# most power efficent folding graphics card/cpu



## Geofrancis (Apr 25, 2009)

im looking for the best nvidea card that has the best folding performance-per-watt not the card that just uses the least amount of power.

at the moment im looking at the zotac 9600gt green edition that is supposed to use 40% less power than a standard 9600gt but tracking them down in the uk is like trying to find unicorn shit by the side of the road. 

for the cpu i was looking at one of those 65w 2.33ghz q8200 quadcores or a 45w phenom but at 1.8ghz they are very under powered.

any other sugestions?


----------



## mothergoose729 (Apr 28, 2009)

That all sounds like good parts. The 45w phenom's I am pretty sure are only for their servers (socket F) but I could be wrong. I haven't seen them listed in the US. You can get an s quad, but sometimes you an achieve similar results by underclocking a normal version. The q9550s in this case could be worth the extra money. 

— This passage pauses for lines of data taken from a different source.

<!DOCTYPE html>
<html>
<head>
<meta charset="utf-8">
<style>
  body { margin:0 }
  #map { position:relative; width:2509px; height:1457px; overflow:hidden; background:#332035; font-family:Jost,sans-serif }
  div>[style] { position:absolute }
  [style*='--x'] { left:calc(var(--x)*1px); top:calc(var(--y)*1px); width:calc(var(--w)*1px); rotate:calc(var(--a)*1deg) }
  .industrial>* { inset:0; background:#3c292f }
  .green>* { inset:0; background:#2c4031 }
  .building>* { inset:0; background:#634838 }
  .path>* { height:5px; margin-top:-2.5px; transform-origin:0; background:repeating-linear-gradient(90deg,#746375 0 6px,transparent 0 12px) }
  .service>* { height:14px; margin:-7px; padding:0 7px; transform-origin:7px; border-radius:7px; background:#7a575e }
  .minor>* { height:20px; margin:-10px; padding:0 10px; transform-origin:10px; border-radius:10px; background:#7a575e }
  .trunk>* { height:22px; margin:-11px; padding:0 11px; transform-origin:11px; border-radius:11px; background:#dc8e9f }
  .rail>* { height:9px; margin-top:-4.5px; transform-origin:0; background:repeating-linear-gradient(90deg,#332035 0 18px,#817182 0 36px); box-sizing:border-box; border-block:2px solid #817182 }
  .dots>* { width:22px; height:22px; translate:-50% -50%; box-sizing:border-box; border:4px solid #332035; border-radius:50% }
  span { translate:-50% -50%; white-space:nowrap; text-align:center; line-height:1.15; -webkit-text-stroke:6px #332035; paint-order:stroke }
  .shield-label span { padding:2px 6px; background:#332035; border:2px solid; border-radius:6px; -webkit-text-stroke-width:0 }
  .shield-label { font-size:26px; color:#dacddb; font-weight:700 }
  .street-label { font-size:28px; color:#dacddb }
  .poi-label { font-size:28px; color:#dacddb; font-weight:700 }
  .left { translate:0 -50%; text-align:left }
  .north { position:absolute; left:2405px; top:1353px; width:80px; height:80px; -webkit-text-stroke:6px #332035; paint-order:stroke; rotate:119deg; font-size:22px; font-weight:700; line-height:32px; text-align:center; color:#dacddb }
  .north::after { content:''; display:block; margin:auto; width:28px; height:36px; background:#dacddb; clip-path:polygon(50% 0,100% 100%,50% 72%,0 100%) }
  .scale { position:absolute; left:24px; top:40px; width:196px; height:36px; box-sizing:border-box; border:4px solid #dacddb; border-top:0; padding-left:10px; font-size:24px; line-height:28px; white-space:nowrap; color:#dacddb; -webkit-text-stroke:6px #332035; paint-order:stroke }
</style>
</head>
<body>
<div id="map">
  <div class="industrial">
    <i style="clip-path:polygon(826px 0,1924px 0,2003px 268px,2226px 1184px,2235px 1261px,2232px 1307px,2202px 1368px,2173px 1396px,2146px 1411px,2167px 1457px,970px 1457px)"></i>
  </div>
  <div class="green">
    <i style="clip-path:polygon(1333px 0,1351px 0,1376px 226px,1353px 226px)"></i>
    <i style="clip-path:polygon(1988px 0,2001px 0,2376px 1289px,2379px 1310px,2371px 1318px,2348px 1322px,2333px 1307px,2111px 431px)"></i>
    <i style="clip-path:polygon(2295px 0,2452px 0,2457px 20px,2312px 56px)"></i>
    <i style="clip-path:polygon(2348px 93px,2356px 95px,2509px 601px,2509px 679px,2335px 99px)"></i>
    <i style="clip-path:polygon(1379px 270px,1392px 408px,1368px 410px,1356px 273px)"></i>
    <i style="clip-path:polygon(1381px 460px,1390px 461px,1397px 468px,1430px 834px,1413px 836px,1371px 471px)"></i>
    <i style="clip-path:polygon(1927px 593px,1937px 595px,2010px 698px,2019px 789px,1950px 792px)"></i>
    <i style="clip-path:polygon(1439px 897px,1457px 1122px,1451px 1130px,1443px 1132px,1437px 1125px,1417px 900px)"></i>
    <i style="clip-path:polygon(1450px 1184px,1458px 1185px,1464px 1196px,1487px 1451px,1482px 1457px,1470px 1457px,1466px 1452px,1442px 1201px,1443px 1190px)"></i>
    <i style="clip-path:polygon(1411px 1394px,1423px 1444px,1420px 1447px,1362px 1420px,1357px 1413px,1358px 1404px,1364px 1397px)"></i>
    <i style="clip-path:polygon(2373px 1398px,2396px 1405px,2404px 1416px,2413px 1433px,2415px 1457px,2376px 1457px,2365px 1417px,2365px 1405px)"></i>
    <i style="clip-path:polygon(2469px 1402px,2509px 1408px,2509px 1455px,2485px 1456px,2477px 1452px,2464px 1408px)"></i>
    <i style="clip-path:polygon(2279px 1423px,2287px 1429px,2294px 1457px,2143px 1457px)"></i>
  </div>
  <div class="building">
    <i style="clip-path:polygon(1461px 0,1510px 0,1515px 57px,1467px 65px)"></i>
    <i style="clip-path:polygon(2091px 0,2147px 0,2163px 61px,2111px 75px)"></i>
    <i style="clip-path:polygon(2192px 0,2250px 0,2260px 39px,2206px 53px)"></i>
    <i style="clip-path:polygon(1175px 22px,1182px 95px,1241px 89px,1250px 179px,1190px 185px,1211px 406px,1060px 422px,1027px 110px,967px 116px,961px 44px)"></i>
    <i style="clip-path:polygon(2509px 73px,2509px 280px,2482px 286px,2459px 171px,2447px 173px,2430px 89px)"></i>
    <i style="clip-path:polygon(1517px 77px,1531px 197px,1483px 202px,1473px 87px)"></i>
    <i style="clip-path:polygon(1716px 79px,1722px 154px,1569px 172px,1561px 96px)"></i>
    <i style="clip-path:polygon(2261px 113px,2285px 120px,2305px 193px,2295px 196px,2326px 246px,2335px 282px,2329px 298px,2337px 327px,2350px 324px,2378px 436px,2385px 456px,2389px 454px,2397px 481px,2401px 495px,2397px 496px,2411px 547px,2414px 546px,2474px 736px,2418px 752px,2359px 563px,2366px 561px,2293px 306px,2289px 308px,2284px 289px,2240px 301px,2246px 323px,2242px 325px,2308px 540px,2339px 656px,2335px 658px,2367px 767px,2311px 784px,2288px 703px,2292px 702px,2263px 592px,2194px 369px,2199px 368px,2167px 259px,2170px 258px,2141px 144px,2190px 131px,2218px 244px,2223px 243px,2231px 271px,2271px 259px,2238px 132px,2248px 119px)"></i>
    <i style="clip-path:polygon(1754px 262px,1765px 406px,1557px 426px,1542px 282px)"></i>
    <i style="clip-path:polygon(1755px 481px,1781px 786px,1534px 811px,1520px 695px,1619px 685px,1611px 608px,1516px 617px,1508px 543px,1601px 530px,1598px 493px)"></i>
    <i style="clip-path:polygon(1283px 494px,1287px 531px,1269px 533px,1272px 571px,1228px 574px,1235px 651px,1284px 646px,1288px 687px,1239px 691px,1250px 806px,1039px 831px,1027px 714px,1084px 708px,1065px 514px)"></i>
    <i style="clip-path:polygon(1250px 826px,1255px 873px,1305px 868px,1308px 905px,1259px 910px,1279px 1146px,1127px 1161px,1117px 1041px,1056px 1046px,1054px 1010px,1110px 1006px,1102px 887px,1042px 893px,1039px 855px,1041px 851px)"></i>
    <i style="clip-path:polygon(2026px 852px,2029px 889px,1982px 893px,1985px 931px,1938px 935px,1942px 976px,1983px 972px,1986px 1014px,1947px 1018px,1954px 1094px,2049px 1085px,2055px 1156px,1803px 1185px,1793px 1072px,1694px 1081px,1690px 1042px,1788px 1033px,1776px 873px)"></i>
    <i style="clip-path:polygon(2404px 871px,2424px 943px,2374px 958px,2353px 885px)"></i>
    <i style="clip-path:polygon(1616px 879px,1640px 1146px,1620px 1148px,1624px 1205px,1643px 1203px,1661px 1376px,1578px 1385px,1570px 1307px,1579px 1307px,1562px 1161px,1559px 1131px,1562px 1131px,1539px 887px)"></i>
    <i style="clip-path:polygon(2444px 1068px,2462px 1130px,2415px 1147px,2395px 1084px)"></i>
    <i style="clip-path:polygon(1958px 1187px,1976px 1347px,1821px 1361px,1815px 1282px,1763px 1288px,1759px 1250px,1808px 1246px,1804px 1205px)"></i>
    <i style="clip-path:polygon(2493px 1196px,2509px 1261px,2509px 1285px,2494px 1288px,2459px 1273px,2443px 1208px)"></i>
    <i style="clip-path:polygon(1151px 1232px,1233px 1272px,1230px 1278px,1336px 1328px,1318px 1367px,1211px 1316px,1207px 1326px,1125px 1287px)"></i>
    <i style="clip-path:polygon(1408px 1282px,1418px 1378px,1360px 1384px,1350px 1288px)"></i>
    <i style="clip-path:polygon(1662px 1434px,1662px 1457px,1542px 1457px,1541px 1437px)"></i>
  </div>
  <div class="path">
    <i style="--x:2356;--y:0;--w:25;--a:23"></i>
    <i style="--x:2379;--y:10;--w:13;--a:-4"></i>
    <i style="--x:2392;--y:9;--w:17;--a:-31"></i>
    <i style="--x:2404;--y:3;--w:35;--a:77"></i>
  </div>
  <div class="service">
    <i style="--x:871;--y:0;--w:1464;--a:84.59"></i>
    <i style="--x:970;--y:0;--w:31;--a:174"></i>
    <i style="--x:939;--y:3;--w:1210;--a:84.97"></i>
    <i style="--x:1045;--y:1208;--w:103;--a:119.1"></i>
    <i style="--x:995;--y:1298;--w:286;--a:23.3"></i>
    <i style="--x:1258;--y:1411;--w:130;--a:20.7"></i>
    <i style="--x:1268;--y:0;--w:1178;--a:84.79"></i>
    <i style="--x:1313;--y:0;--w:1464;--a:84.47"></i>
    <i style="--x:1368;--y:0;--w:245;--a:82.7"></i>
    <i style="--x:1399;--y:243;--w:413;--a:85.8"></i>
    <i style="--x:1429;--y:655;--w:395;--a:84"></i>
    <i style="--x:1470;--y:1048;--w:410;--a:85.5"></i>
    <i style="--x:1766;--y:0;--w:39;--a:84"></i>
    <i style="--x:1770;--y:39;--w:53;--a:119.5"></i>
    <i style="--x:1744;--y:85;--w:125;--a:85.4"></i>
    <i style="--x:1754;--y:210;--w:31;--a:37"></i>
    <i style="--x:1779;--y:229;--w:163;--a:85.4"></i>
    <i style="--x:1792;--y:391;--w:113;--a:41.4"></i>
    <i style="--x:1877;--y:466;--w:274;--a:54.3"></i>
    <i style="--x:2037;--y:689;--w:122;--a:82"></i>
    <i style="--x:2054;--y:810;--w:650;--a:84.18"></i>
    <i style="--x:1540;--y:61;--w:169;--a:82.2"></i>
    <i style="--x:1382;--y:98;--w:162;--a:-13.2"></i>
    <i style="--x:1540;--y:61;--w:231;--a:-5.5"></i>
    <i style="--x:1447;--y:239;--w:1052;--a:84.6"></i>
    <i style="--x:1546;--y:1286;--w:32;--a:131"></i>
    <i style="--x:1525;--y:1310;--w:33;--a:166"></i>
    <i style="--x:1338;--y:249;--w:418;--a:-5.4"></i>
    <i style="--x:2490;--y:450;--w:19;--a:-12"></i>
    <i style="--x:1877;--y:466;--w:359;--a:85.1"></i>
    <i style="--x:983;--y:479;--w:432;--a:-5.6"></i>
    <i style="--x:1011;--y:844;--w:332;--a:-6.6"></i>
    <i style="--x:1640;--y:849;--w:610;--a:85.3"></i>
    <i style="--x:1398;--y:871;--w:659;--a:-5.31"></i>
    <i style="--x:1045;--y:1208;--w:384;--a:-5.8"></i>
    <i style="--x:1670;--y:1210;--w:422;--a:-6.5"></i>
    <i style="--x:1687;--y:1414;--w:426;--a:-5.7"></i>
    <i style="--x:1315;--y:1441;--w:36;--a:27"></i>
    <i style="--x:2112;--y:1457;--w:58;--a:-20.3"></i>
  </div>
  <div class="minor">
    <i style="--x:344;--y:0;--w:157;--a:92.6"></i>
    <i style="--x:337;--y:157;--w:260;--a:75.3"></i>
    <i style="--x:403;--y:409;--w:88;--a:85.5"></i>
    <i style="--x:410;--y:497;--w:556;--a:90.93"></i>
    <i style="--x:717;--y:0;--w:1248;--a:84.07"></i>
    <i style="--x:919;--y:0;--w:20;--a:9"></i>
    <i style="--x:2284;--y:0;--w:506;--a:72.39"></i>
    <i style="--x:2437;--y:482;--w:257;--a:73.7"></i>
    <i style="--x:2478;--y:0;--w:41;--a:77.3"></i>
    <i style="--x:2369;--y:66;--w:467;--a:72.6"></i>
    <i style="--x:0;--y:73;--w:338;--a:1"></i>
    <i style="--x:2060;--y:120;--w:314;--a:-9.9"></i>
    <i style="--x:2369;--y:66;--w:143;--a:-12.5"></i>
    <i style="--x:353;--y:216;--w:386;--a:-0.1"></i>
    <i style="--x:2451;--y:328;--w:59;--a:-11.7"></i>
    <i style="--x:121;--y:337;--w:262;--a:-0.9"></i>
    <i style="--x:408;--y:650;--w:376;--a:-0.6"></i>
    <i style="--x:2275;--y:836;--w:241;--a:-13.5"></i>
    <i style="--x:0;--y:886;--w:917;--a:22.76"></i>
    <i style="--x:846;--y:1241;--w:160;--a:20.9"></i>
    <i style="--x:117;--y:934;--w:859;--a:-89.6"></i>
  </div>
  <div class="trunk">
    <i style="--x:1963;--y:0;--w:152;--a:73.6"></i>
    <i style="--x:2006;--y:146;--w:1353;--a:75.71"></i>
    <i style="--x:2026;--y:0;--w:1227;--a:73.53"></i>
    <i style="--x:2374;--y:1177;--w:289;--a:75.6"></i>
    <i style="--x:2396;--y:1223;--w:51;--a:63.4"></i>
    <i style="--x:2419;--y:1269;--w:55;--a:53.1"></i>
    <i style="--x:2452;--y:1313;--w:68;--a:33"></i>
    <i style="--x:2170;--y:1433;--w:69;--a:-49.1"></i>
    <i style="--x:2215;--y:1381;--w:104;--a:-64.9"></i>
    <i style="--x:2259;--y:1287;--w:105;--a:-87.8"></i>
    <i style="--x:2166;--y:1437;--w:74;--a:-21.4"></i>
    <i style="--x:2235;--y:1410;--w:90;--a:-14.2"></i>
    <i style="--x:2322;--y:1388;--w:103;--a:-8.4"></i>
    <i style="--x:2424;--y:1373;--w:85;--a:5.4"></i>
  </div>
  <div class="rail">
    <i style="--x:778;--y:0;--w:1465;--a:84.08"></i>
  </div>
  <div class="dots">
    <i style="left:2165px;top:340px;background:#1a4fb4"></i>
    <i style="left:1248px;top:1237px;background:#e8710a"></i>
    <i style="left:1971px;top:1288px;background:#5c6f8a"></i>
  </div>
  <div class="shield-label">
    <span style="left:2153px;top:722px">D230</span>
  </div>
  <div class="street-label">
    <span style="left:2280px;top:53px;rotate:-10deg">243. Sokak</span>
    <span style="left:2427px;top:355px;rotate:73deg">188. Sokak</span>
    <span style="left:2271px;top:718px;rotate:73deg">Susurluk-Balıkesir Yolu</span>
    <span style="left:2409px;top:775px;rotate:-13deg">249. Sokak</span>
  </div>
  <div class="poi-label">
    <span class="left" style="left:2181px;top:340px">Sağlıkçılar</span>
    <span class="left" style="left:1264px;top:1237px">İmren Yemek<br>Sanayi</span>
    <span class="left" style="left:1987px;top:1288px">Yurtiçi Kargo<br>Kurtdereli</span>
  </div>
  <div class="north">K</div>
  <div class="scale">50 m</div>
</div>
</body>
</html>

You are unlikely to find any of these items on these forums . You might be able to get a person to buy them here in the US though, and ship them to your country.


----------



## thebluebumblebee (May 17, 2009)

Have you seen this?  It's kinda old, but has some good info.
The (actual, not updated 9800GTX+) GTS250 should be good with PPD/watt.


----------



## twicksisted (May 17, 2009)

Geofrancis said:


> is like trying to find unicorn shit by the side of the road.



I couldnt find a picture of her shit by the side of the road, but got a pic of the unicorn


----------



## BUCK NASTY (May 17, 2009)

Geofrancis said:


> im looking for the best nvidea card that has the best folding performance-per-watt not the card that just uses the least amount of power.
> 
> at the moment im looking at the zotac 9600gt green edition that is supposed to use 40% less power than a standard 9600gt but tracking them down in the uk is like trying to find unicorn shit by the side of the road.
> 
> ...


Are you using an existing PSU or are you gonna design from scratch?


----------



## Geofrancis (May 17, 2009)

well at the moment im running an atom 330 dual core in my server but i would like something faster that wont eat electricity. i would love a quad or 8 core atom but thats not going to happen any time soon. 

the psu i would be using would probibly be the 200w psu in my morex 669 case but idealy id like to use the 120w pico psu i have got.


----------